Australian writer Harry Nicolaides has been sentenced to three years in a Thai jail for insulting the monarchy



Nicolaides wrote a novel four years ago, which contained a brief passage referring to an unnamed crown prince. It sold just seven copies.

He admitted the charge of insulting the royal family, but said he was unaware he was committing an offence.

Thailand's monarchy is sheltered from public debate by some of the world's most stringent "lese-majeste" laws.

Harry Nicolaides was arrested as he was leaving the country last August.

His self-published book, called Verisimilitude, was hardly well-received; in fact the only copy which is still known to exist sits on the shelf of the Thai National Library, freely available to the public.

Shackled in leg irons, and wearing standard-issue prison pyjamas, Nicolaides pleaded guilty to the charges against him at Bangkok's Criminal Court on Monday.

He was quickly found guilty, with a judge telling the court: "He has written a book that slandered the king, the crown prince and Thailand and the monarchy."

The court initially sentenced him to six years in jail, but reduced the term because of his guilty plea.

Before the trial Nicolaides had seemed stunned by what was happening to him, describing it is like a ''bad dream''.

But he is just one of a growing number of people being investigated and charged under Thailand's draconian "lese-majeste" law, as the police and army try to suppress what they fear is a rising tide of anti-monarchy sentiment.

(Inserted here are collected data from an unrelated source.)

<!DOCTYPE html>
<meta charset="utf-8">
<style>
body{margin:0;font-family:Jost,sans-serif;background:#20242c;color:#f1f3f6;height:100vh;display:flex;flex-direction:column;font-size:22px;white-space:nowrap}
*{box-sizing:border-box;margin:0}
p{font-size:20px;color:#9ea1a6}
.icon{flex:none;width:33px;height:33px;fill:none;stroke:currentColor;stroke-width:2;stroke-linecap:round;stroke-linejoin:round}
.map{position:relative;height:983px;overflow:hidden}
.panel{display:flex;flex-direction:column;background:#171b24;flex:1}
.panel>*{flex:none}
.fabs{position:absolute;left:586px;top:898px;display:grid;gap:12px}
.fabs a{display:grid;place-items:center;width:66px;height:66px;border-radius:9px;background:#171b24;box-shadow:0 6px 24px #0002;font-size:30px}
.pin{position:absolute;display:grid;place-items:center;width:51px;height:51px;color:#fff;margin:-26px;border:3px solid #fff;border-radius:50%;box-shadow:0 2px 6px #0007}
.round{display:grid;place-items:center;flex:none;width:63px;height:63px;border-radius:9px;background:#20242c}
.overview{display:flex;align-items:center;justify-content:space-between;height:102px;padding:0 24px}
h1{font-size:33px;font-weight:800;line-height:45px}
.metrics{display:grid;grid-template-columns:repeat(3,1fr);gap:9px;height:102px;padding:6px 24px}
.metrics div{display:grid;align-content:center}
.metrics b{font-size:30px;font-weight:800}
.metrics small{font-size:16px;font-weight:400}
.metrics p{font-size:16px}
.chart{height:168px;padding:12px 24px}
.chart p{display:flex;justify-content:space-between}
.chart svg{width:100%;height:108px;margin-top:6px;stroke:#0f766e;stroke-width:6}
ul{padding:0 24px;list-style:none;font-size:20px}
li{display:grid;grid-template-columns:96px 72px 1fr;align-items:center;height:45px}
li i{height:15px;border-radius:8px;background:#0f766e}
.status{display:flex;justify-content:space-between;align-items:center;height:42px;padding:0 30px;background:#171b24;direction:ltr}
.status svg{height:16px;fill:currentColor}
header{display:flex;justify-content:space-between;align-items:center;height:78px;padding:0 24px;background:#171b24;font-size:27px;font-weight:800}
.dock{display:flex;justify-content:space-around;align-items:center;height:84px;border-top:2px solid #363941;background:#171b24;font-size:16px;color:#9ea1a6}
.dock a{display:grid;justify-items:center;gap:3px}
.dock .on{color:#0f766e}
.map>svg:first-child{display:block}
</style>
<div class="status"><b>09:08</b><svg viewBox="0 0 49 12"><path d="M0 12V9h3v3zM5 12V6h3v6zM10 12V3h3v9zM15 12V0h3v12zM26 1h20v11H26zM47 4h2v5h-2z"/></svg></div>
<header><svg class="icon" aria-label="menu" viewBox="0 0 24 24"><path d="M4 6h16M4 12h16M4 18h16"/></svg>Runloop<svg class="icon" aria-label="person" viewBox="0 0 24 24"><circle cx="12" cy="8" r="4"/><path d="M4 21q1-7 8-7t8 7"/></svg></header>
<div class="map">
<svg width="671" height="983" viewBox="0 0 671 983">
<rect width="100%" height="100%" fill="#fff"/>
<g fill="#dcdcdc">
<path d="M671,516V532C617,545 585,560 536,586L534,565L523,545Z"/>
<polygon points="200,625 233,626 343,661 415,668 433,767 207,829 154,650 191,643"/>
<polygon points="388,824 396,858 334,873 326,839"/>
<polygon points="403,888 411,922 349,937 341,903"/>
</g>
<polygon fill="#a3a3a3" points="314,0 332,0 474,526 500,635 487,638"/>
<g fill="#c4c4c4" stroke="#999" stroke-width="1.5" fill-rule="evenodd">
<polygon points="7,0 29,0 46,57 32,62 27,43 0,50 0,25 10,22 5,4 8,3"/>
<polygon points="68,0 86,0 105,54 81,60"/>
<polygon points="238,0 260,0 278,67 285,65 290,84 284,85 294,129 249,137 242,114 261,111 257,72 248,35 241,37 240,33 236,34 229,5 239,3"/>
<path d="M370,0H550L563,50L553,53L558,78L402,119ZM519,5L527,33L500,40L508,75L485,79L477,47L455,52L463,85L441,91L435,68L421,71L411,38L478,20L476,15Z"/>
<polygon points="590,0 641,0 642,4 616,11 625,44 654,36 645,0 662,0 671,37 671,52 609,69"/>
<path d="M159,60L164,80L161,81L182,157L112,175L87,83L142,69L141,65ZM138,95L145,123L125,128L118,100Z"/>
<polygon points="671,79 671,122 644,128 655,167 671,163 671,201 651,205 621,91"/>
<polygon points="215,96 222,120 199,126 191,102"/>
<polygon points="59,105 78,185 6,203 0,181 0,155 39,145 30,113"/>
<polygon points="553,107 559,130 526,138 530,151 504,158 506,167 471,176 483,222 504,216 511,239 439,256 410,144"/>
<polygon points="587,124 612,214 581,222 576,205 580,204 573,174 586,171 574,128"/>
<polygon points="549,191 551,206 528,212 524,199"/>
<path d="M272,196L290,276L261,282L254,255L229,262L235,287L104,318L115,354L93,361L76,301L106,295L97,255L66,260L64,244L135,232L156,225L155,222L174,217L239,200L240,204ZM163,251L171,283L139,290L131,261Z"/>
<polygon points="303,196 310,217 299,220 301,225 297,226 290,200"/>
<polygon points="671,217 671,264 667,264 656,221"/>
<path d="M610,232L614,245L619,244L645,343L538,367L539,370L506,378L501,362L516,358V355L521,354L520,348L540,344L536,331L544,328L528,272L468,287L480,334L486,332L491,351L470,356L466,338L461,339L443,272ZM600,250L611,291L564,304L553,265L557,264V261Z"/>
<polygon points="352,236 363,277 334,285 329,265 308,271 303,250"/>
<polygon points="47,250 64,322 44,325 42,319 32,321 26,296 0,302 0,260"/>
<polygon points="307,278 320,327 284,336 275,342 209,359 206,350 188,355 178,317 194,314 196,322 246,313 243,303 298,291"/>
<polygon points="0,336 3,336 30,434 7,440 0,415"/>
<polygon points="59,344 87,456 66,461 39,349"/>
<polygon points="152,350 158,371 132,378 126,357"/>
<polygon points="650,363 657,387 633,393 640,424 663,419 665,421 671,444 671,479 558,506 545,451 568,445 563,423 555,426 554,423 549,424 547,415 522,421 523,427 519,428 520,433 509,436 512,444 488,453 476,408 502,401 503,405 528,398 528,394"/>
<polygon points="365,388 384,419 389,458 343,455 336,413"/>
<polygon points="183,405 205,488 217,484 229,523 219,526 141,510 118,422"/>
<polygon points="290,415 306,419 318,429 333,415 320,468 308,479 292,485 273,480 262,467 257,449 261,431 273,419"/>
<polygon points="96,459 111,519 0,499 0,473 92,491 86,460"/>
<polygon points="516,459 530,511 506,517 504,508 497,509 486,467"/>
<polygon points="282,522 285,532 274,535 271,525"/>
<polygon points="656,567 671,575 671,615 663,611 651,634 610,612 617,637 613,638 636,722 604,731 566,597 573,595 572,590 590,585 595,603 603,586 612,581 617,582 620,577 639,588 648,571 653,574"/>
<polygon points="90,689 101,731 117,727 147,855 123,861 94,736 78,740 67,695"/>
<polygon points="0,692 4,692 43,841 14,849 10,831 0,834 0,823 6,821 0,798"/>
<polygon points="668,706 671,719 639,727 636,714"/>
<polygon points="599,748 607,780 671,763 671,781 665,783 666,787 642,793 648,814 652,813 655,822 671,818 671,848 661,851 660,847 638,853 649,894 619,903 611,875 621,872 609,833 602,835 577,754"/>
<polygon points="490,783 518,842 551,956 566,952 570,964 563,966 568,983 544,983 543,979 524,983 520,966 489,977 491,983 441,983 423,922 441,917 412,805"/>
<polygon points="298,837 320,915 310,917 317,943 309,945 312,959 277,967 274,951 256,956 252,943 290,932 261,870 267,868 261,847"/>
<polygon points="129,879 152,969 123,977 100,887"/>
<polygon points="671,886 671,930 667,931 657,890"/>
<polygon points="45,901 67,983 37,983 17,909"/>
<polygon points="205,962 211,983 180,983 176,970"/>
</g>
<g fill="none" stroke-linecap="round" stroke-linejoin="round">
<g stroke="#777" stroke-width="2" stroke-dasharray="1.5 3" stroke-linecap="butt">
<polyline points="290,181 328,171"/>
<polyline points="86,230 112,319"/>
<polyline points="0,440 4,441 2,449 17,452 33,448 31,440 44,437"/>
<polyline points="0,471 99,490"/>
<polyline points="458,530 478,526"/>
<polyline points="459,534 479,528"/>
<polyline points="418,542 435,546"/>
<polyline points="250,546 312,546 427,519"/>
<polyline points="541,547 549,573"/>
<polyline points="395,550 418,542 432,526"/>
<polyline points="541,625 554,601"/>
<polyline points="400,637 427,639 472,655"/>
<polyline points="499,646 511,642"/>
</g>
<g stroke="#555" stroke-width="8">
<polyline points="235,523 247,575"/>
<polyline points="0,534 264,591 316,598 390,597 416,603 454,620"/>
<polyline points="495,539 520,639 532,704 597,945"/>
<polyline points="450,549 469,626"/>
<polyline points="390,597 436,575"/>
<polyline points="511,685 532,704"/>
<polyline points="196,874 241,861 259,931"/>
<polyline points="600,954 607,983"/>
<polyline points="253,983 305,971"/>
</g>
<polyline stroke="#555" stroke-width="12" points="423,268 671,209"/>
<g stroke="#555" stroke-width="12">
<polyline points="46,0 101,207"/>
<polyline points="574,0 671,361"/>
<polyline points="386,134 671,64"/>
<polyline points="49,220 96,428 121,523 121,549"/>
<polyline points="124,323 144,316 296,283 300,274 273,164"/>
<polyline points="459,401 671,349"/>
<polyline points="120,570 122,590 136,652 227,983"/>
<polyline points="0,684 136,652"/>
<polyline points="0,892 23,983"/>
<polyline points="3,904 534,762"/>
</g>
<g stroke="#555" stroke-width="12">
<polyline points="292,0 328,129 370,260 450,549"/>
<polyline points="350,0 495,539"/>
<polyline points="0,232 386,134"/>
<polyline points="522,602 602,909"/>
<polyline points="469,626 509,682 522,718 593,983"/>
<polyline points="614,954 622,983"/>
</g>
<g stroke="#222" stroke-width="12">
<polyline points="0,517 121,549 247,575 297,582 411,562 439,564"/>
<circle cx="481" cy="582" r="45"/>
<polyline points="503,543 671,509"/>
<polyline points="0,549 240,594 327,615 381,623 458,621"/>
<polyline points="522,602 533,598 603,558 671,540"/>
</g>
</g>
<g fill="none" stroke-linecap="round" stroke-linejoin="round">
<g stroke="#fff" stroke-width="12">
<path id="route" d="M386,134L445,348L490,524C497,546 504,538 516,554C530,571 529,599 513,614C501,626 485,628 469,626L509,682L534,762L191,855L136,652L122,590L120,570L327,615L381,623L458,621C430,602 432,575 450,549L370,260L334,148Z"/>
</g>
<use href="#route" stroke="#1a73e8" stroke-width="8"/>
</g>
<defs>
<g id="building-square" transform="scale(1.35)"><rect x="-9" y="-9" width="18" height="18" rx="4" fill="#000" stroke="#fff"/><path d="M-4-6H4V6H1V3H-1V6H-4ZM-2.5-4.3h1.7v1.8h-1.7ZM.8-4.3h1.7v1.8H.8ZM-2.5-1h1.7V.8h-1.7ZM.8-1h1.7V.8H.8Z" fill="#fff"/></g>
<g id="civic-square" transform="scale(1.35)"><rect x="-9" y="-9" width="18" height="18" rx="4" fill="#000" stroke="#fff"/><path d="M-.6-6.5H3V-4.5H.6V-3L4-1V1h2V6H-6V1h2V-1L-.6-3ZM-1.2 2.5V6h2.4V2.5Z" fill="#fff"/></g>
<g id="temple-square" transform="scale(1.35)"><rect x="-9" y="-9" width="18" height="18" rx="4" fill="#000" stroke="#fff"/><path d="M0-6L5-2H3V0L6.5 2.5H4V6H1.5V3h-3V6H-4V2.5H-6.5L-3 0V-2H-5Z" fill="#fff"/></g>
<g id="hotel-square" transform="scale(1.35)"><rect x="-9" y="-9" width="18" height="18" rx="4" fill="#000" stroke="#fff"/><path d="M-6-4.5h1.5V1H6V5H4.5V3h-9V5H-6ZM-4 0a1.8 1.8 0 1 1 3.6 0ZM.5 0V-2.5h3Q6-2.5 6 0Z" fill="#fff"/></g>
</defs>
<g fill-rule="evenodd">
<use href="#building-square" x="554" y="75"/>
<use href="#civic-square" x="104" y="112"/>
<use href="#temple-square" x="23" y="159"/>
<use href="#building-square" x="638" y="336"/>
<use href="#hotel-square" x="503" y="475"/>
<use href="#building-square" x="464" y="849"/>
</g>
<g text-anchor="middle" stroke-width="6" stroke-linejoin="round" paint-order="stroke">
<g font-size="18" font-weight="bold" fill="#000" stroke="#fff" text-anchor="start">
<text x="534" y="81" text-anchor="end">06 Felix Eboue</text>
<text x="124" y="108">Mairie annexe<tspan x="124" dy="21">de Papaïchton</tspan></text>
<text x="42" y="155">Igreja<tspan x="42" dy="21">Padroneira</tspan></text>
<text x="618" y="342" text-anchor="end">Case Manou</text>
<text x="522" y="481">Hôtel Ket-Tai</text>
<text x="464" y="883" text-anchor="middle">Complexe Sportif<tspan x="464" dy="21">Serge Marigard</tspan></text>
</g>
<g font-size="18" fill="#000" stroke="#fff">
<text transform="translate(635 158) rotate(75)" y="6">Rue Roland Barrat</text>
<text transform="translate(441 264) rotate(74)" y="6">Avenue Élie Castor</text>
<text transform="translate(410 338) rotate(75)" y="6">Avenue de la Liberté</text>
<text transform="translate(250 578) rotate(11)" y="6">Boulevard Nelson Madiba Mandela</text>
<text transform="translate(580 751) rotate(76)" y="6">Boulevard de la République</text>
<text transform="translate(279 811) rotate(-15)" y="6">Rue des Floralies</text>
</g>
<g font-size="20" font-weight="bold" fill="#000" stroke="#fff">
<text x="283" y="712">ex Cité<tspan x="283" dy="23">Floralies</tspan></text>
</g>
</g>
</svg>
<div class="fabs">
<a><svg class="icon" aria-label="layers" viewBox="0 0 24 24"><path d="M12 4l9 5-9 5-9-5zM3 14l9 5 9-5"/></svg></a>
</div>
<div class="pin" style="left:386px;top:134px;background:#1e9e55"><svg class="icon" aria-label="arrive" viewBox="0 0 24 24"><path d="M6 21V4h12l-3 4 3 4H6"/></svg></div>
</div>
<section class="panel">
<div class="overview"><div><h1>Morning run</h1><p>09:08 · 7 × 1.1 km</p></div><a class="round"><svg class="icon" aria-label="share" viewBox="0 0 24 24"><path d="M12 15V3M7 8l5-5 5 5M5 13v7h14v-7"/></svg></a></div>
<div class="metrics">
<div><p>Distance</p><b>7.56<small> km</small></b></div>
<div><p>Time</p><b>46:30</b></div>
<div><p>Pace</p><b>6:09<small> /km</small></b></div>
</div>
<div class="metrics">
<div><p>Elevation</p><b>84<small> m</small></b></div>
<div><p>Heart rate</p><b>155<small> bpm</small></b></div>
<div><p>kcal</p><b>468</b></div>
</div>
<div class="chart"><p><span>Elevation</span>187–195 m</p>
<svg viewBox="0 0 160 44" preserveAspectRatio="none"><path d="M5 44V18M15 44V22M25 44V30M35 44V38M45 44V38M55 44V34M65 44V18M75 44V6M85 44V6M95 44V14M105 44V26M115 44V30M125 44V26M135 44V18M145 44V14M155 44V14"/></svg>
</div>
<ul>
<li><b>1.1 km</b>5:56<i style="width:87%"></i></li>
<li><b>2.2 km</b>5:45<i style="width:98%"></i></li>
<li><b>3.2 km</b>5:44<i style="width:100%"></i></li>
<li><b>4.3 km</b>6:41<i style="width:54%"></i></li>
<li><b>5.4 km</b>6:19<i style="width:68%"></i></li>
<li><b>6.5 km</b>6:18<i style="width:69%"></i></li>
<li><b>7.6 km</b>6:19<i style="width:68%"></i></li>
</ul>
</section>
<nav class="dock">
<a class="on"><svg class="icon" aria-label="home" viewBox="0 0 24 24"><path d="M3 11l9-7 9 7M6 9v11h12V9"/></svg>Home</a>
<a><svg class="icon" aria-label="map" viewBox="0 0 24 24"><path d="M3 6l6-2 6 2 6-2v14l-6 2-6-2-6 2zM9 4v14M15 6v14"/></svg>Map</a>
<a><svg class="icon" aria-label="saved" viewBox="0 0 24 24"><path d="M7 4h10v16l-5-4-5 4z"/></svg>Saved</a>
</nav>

More than 3,000 websites have now been blocked, and one political activist was jailed for six years in November for an anti-monarchy speech she made just a stone's throw from the old royal palace last July.

Several other people are now awaiting trial.

As a repentant foreigner, Harry Nicolaides does at least have a good chance of being pardoned by the king, according to the BBC correspondent in Bangkok, Jonathan Head.

The king did the same for a Swiss man given a 10-year sentence two years ago for defacing his portrait.